La prison Juliette-Dodu ne sera plus un lieu d’enfermement pour la première fois depuis trois siècles : elle a été vendue.   Le lieu commun serait de parler de “page qui se tourne”. Peut-on vraiment utiliser cette expression quand il s’agit de la prison Juliette-Dodu, et que la page en question est quasiment épaisse  de trois cents ans ? Voilà donc que ces bâtiments  de centre-ville, lieux faisant partie de l’histoire dionysienne mais plus sûrement encore réunionnaise, vont – enfin – trouver preneurs. C’est la SHLMR, bailleur social, qui a acheté le lieu pour quelque 1,9 million d’euros. Voilà en effet cinq ans que les détenus, le personnel, bref tous les occupants ont été transférés à Domenjod. Cinq ans que ces quelque 4000 mètres carrés sont inoccupés, à l’abandon. Que vont-ils devenir ? Le cahier des charges était strict ; on ne fait pas n’importe quoi de pareil morceau d’histoire. La SHLMR aura plusieurs engagements à tenir. D’abord, plusieurs parties du bâtiment possèdent des éléments patrimoniaux, historiques et architecturaux dignes d’être conservés.
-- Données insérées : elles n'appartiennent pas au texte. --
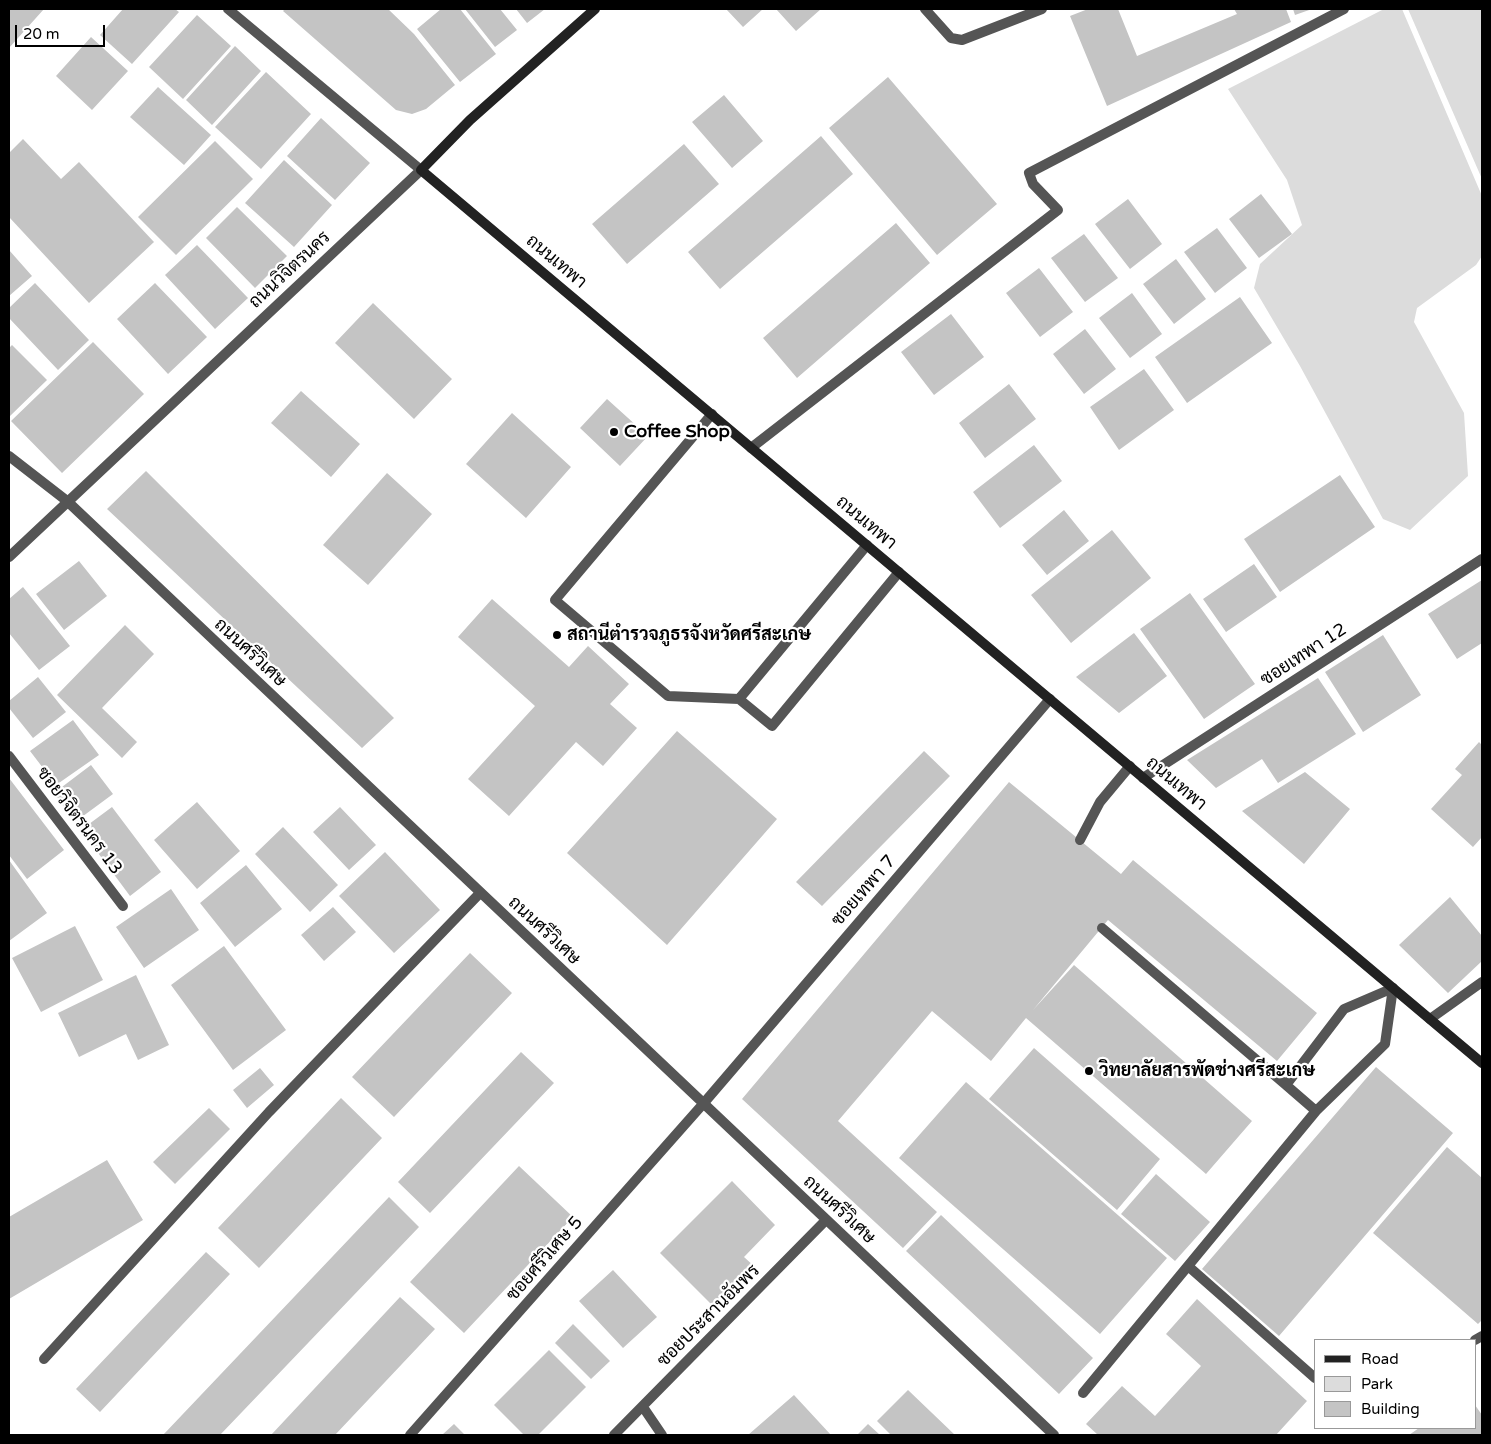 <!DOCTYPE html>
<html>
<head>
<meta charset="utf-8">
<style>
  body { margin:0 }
  #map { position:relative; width:1491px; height:1444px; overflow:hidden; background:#fff; font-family:"Varela Round",sans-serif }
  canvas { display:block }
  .frame { position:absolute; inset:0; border:10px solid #000; pointer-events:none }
  .legend { position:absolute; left:1314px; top:1339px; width:162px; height:90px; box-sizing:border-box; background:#fff; border:1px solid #999; margin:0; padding:6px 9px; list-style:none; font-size:15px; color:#000 }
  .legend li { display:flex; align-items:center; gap:10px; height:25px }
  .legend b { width:25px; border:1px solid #999 }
  .scale { position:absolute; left:15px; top:25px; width:90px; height:22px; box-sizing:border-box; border:2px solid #000; border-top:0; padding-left:6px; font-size:15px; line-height:18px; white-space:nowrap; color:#000; -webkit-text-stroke:4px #fff; paint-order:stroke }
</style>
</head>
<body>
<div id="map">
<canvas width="1491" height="1444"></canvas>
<div class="frame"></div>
<ul class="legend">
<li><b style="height:6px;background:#222"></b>Road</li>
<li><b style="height:14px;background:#dcdcdc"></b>Park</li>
<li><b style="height:14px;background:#c4c4c4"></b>Building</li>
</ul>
<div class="scale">20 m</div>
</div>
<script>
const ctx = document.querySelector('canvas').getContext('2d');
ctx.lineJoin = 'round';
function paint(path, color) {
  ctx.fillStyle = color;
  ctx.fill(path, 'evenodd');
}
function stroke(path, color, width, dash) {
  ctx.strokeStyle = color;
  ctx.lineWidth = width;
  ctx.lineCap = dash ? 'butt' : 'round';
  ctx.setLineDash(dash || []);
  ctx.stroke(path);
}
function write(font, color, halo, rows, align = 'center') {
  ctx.font = font + ' "Varela Round",Sarabun,sans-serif';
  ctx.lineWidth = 4.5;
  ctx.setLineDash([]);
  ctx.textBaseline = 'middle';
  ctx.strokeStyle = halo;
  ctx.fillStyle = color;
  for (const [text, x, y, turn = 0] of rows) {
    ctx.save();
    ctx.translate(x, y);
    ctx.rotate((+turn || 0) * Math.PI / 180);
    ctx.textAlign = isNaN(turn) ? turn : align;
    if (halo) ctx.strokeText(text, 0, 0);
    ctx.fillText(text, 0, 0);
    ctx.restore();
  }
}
paint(new Path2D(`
  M1384,9H1402L1482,196V256L1476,265L1417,308L1414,322L1464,413L1468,476L1410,530L1383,519L1300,366L1254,288L1260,264L1302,225L1287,180L1228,89Z
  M1408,9H1482V179Z`), '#dcdcdc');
paint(new Path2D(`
  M9,9H44L9,48Z
  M123,9H175L179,12L132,64L100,35Z
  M285,9H388L414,34L455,85L426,109L412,114L396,110L283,11Z
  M441,9H460L496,54L460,82L417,29Z
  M465,9H500L517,30L495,47Z
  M516,9H545L527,23Z
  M726,9H763L743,27Z
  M776,9H821L796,31Z
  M1088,9H1118L1137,56L1237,14L1234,9H1286L1291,22L1107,106L1070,16Z
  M1293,9H1312L1295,15Z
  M197,15L231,46L183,99L149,67Z
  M91,37L128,71L92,110L56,76Z
  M235,46L261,71L212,125L186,100Z
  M266,72L311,114L261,169L215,127Z
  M888,77L997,204L937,255L829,128Z
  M158,87L211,135L184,165L130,117Z
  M724,95L763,141L732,168L692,122Z
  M321,118L370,163L335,200L287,156Z
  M821,136L853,174L720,289L688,252Z
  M23,139L61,179L79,162L154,242L89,303L9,217V153Z
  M215,141L253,179L176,255L138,217Z
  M684,144L719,184L627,264L592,224Z
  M284,160L332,205L294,247L245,203Z
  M1261,194L1292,234L1259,258L1229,219Z
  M1128,199L1162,244L1130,269L1095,224Z
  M237,207L287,256L255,288L206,238Z
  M896,223L930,263L797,378L763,338Z
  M1217,228L1247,268L1215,293L1184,252Z
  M1084,234L1118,278L1085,302L1051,258Z
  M197,245L248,298L215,329L165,275Z
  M9,250L32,276L9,296Z
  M1176,259L1206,299L1174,324L1143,284Z
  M1039,268L1073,312L1040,337L1006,293Z
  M35,283L89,340L58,370L9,318V308Z
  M155,283L207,337L168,374L117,319Z
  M1132,293L1162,334L1130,358L1099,318Z
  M1240,297L1272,343L1187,403L1155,357Z
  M373,303L452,379L414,419L335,343Z
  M951,314L984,357L934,395L901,352Z
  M1085,329L1116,369L1084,394L1053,354Z
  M93,342L144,394L62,473L11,421Z
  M12,345L47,380L9,417V348Z
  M1144,369L1174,410L1119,450L1090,407Z
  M1009,384L1036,419L985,458L959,423Z
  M301,391L360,444L331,477L271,423Z
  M607,399L648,436L620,466L580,428Z
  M512,413L571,467L526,518L466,464Z
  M1034,445L1062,481L1000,528L973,492Z
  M146,471L394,718L362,748L107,509Z
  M387,473L432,514L368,585L323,545Z
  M1340,475L1375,527L1280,592L1244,539Z
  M1064,510L1089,541L1047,575L1022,545Z
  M1112,530L1151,578L1071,643L1031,595Z
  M79,561L107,596L64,630L36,594Z
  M1254,564L1277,597L1226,632L1203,599Z
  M1482,580V643L1457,659L1428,614Z
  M23,587L70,646L39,670L9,633V599Z
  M1190,593L1255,684L1204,719L1140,629Z
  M492,599L569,667L588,646L629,684L610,704L637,728L603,766L576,742L509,816L468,779L535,706L458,637Z
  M125,625L154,654L102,708L137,742L122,758L57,695Z
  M1134,633L1167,676L1119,713L1076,677Z
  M1383,635L1421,695L1363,732L1325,672Z
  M38,677L66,712L33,738L9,708V701Z
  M1318,678L1356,734L1278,783L1262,759L1216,788L1187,760Z
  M73,720L99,755L56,785L30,751Z
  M677,731L777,819L667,945L567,853Z
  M1479,742L1482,745V837L1473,847L1431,809L1462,775L1455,769Z
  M924,751L950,776L822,906L796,882Z
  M91,765L113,794L75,822L54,793Z
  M1305,772L1350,809L1304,864L1242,811Z
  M9,778L64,850L27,879L9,855Z
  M1009,782L1121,874L1133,860L1317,1013L1277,1061L1108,920L1033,1010L1074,965L1252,1121L1206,1174L1026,1018L991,1061L932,1011L838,1121L937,1212L903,1248L742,1099Z
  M197,802L240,851L197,889L154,840Z
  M112,807L161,872L130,896L81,830Z
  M340,807L376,845L349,870L313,832Z
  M283,827L338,885L310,912L255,854Z
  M385,852L440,910L394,953L339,896Z
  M9,860L47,913L9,941Z
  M246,865L282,909L235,947L200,903Z
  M171,889L199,930L144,968L116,927Z
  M1450,897L1482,936V961L1448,993L1399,945Z
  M333,907L356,932L324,961L301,935Z
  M75,926L103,980L41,1012L12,958Z
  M224,946L286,1030L233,1070L171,985Z
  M470,953L512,993L394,1117L352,1077Z
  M136,975L169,1045L138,1060L126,1034L79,1057L58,1013Z
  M1034,1048L1160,1159L1117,1210L989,1099Z
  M521,1052L554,1083L430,1213L398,1182Z
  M1376,1067L1453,1133L1279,1336L1202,1269Z
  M260,1068L274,1085L247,1108L233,1090Z
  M966,1082L1167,1258L1100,1334L899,1158Z
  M341,1098L382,1138L259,1268L218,1228Z
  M209,1108L230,1129L175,1184L153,1162Z
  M1447,1147L1482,1178V1320L1478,1324L1373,1233Z
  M107,1160L143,1220L9,1299V1217Z
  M519,1166L573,1217L464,1333L410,1282Z
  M1156,1174L1210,1222L1175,1261L1121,1214Z
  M732,1181L775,1225L744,1257L755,1267L714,1307L660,1253Z
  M389,1197L419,1227L220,1435H163Z
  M941,1215L1093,1358L1059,1394L906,1251Z
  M206,1252L230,1274L100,1412L76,1389Z
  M613,1270L657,1317L623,1348L579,1301Z
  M400,1297L435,1329L335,1435H271Z
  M1197,1299L1307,1401L1276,1435H1098L1086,1424L1122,1386L1155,1416L1201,1366L1166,1334Z
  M573,1324L610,1361L591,1379L555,1343Z
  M549,1350L586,1387L538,1435H524L494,1405Z
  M908,1390L955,1435H891L877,1421Z
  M794,1395L831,1435H748Z
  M1475,1405L1482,1415V1435H1409L1419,1428H1475Z
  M454,1424L465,1435H442Z
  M868,1424L880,1435H857Z`), '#c4c4c4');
stroke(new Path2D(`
  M712,414L555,600L668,696L739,699
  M751,448L1058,210L1033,184L1029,173L1344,9
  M867,545L739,699L772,726L899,572
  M1143,778L1482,559
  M1080,840L1100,802L1130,766
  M1102,928L1286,1085
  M1393,988L1385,1044L1316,1111L1286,1085L1344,1009Z
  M1430,1019L1482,982
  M703,1104L1050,699
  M1188,1266L1315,1378
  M1475,1340L1482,1336
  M44,1359L269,1112L480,893
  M1083,1393L1316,1111`), '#555', 10);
stroke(new Path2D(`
  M925,9L951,38L962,40L1042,9
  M9,456L67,501L1054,1435
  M9,756L123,906
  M643,1407L662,1435
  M410,1435L703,1104
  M614,1435L826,1220`), '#555', 10);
stroke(new Path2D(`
  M9,557L421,170L228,9`), '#555', 10);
stroke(new Path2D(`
  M595,9L470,120L421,170L1482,1063`), '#222', 10);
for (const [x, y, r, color] of [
  [614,432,5,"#000"],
  [557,635,5,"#000"],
  [1089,1071,5,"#000"]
]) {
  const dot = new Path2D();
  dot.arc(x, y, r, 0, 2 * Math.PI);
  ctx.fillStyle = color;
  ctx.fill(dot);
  stroke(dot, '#fff', 2);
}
write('18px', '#000', '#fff', [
  ["ถนนเทพา",556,262,40],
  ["ถนนวิจิตรนคร",290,270,-43],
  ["ถนนเทพา",866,523,40],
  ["ถนนศรีวิเศษ",250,653,43],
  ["ซอยเทพา 12",1304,655,-33],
  ["ถนนเทพา",1176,784,40],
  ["ซอยวิจิตรนคร 13",79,821,53],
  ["ซอยเทพา 7",864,891,-49],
  ["ถนนศรีวิเศษ",544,931,43],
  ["ถนนศรีวิเศษ",839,1210,43],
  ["ซอยศรีวิเศษ 5",545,1259,-49],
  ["ซอยประสานอัมพร",709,1316,-45]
]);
write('bold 18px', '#000', '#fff', [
  ["Coffee Shop",624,432],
  ["สถานีตำรวจภูธรจังหวัดศรีสะเกษ",567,635],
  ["วิทยาลัยสารพัดช่างศรีสะเกษ",1099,1071]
], 'left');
</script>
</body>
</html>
Les bâtiments actuels étant le résultat d’un patchwork de constructions prévues pour agrandir une prison sans cesse trop petite au cours de l’Histoire, seuls quelques-uns ont un intérêt aux yeux de l’Architecte des bâtiments de France. De plus, il y a un an, des fouilles ont mis au jour quelques éléments de la construction initiale, datés du XVIIIe siècle. Voilà peut-être le bout du fil d’une pelote que le futur propriétaire devra s’engager à continuer de démêler, afin d’en savoir un peu plus sur un des plus vieux bâtiments de l’Île. Puis, l’état, propriétaire des lieux, a imposé aux candidats au rachat – ils étaient trois – la construction de logements sociaux, qui devront occuper la majeure partie de la surface. Des voies piétonnes devront aussi être percées, des commerces installés, afin de faire de cet ancien lieu de mort – les exécutions capitales y avaient lieu – un lieu de vie.  Le symbole n’est pas mince.

 

 

Texte : L. C. / Photos : S. R.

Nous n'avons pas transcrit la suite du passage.